## [Work item]
In the data below, locate each line with the word "sizing" and list it.

## [Data for this exercise]
______
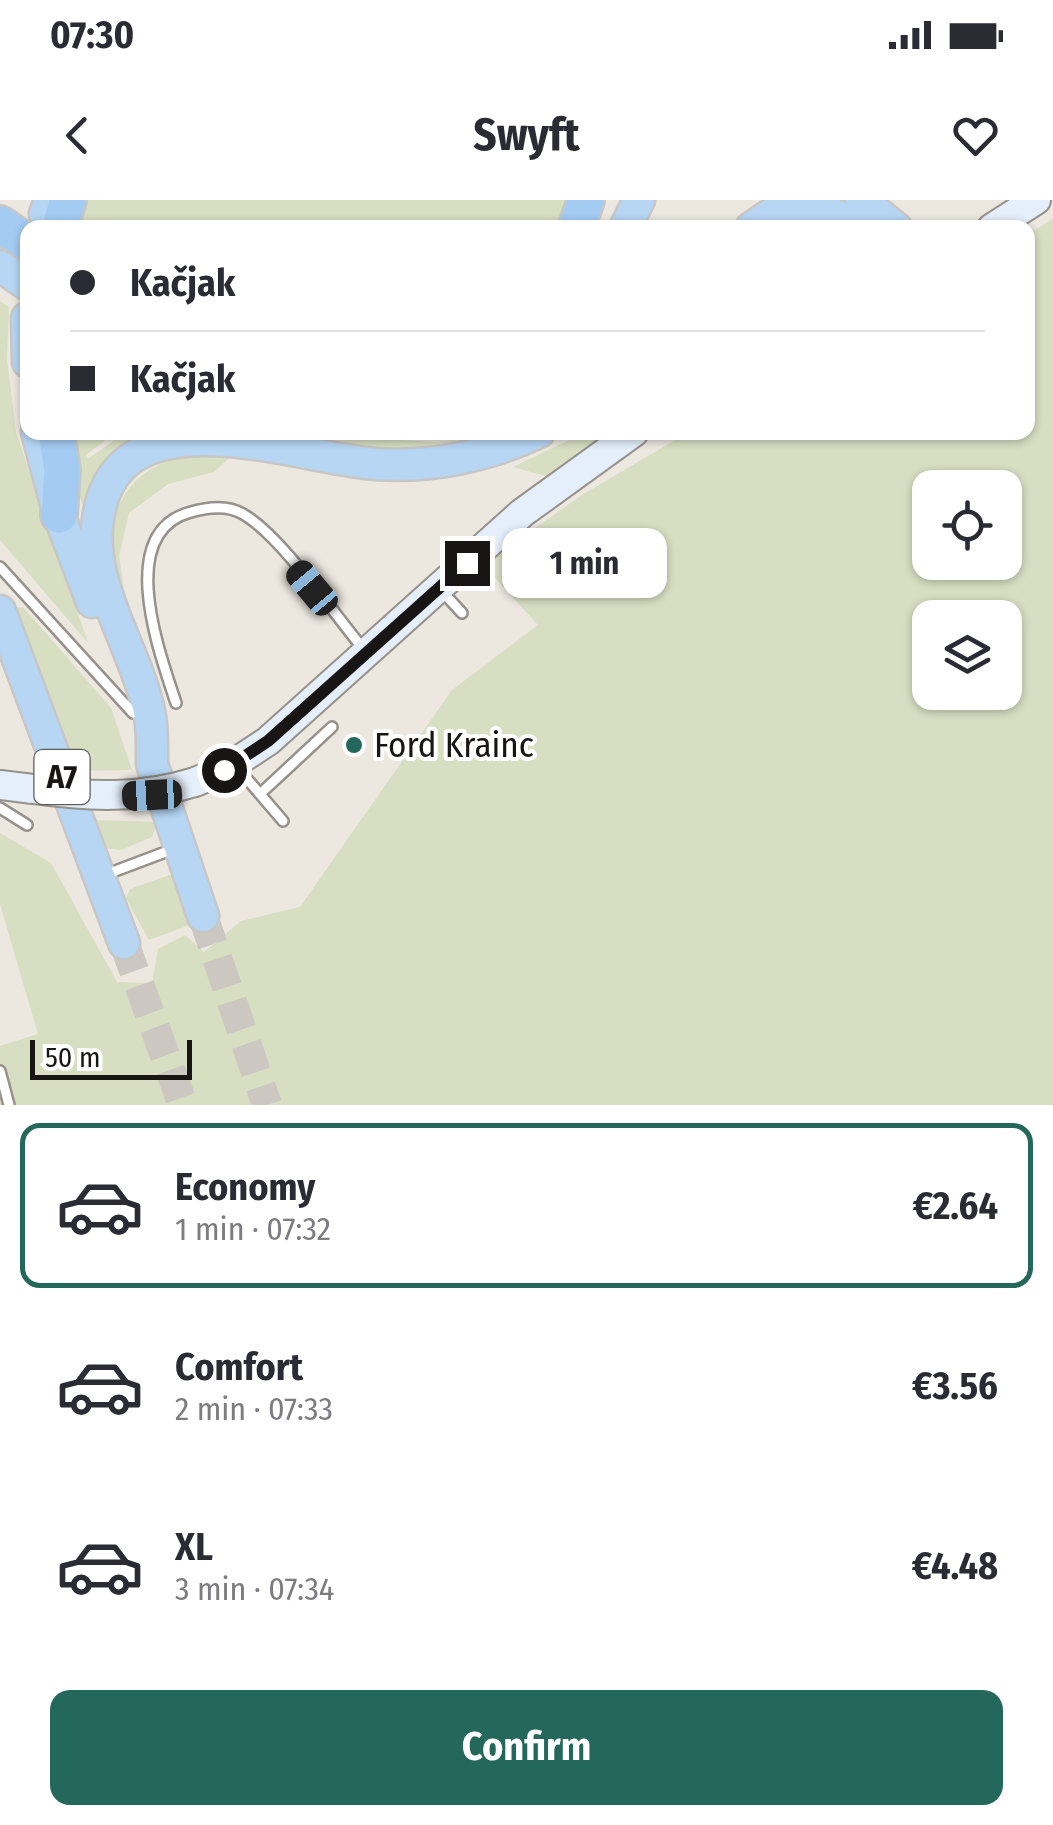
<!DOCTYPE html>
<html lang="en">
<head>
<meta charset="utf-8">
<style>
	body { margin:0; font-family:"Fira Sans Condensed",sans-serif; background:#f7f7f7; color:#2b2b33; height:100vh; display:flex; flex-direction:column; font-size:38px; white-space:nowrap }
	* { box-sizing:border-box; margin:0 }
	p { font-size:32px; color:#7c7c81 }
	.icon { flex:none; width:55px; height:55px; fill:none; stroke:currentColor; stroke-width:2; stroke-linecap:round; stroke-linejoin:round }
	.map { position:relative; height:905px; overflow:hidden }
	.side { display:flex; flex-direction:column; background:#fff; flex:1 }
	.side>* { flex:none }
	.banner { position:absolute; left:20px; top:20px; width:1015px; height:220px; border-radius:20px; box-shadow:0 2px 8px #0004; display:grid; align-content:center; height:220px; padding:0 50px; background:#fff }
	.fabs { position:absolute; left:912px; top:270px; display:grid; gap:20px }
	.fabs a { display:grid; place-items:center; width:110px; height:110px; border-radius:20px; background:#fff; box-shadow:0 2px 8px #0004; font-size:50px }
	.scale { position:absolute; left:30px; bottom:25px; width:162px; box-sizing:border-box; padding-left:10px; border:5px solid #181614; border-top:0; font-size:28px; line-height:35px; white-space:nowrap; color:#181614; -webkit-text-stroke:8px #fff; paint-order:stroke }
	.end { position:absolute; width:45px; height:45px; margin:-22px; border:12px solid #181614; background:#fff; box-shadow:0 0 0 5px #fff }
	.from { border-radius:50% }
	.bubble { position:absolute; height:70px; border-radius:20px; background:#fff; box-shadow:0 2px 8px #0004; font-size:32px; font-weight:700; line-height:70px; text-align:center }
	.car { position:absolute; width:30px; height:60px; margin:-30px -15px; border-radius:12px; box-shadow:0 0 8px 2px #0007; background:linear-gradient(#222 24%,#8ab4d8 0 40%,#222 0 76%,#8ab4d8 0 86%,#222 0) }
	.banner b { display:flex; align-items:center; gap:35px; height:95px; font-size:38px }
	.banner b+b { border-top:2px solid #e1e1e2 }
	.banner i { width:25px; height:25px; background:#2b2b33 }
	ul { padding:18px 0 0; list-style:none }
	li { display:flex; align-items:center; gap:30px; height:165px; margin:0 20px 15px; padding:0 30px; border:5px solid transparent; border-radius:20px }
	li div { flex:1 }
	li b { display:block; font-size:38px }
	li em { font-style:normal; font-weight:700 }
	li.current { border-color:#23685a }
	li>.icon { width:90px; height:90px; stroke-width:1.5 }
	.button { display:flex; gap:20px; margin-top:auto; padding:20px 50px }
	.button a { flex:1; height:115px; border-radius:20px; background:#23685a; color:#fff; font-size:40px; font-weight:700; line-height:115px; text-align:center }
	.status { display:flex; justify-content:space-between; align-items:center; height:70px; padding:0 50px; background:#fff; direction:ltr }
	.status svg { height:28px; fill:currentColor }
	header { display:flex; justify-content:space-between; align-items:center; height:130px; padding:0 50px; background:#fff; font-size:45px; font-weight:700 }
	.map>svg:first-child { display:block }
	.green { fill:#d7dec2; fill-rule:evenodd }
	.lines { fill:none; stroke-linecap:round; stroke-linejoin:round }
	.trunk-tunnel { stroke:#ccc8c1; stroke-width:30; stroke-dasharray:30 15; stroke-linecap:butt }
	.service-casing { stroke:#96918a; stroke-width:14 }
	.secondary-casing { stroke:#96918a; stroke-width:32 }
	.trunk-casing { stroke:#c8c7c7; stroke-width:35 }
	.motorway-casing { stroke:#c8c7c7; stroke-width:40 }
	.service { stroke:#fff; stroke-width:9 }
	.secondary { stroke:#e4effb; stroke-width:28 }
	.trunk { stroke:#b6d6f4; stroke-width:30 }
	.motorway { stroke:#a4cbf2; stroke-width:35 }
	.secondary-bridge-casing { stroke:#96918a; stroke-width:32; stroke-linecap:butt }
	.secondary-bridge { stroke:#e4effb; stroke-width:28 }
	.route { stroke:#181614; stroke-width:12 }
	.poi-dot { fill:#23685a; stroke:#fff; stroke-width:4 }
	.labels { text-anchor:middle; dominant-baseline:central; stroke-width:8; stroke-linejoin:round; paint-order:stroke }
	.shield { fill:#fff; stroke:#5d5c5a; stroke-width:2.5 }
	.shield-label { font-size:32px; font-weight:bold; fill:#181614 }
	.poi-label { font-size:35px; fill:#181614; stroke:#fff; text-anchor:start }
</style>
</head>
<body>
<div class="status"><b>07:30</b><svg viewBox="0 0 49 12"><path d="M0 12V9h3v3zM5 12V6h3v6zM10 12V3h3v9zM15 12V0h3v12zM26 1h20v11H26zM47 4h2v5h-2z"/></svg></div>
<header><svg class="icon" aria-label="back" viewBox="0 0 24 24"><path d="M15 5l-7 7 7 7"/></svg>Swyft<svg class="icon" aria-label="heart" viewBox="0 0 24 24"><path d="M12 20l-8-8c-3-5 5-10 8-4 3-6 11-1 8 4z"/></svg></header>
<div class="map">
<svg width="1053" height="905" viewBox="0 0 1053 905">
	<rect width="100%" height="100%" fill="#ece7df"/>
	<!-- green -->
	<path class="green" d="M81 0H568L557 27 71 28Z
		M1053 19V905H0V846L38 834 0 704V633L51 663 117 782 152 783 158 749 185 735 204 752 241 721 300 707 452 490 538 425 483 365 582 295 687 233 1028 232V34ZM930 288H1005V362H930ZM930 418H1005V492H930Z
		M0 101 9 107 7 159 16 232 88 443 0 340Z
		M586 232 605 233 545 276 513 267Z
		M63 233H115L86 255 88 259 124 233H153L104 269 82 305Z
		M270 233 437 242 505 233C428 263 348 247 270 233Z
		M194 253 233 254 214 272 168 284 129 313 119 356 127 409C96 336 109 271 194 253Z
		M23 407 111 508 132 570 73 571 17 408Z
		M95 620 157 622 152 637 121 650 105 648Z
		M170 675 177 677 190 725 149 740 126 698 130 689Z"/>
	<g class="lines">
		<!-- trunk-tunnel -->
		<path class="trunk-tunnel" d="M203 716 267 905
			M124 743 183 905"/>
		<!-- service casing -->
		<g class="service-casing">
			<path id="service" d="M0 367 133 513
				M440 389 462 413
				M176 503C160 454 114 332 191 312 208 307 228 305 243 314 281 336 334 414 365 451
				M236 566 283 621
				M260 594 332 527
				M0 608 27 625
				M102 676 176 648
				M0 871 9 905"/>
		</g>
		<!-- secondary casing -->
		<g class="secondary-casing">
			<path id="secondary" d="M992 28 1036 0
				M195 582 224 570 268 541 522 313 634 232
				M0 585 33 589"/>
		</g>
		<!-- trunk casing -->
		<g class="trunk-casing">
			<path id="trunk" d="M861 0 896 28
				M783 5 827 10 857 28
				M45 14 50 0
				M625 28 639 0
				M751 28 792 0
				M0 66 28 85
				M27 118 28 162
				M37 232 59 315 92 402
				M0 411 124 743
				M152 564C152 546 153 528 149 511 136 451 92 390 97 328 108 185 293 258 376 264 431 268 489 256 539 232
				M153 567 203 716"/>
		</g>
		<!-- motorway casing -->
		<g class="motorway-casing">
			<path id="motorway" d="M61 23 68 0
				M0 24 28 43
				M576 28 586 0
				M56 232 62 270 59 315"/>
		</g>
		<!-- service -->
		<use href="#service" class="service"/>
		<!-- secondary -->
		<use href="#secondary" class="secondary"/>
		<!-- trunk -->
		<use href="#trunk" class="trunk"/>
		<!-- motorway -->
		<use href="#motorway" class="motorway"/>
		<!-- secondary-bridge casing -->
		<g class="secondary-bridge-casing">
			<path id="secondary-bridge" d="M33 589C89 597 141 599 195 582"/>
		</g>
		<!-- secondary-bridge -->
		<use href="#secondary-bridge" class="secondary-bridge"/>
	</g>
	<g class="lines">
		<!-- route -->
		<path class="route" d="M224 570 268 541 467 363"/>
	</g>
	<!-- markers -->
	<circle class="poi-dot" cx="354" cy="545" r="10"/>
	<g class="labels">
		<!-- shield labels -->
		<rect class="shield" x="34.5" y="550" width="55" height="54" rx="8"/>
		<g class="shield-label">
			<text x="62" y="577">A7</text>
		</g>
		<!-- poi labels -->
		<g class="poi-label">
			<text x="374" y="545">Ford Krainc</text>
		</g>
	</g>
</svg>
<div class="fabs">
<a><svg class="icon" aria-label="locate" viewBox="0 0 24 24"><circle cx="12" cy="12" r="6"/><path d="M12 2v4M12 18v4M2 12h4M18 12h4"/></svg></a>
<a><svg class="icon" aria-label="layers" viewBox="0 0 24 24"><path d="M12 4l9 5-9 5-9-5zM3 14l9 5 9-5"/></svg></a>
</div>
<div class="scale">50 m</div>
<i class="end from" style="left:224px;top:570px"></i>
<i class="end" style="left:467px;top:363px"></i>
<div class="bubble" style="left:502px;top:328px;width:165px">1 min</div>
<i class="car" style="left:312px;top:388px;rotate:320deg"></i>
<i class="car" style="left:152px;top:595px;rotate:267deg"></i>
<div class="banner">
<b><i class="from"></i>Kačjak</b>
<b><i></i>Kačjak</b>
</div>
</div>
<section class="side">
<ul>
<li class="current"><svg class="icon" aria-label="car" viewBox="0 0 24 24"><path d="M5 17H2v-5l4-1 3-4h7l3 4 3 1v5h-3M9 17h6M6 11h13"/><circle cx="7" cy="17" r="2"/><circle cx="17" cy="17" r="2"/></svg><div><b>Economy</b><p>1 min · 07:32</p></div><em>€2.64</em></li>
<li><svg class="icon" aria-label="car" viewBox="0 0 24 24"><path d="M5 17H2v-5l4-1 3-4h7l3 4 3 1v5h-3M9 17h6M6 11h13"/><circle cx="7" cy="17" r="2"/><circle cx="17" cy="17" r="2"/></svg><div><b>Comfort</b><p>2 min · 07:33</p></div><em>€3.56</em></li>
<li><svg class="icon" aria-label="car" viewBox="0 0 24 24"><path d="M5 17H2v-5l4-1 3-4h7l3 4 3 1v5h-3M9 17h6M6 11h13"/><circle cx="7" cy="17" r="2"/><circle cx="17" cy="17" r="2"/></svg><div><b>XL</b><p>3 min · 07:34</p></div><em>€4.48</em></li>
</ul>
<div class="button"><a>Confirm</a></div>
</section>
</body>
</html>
______
## [Reply]
	* { box-sizing:border-box; margin:0 }
	.scale { position:absolute; left:30px; bottom:25px; width:162px; box-sizing:border-box; padding-left:10px; border:5px solid #181614; border-top:0; font-size:28px; line-height:35px; white-space:nowrap; color:#181614; -webkit-text-stroke:8px #fff; paint-order:stroke }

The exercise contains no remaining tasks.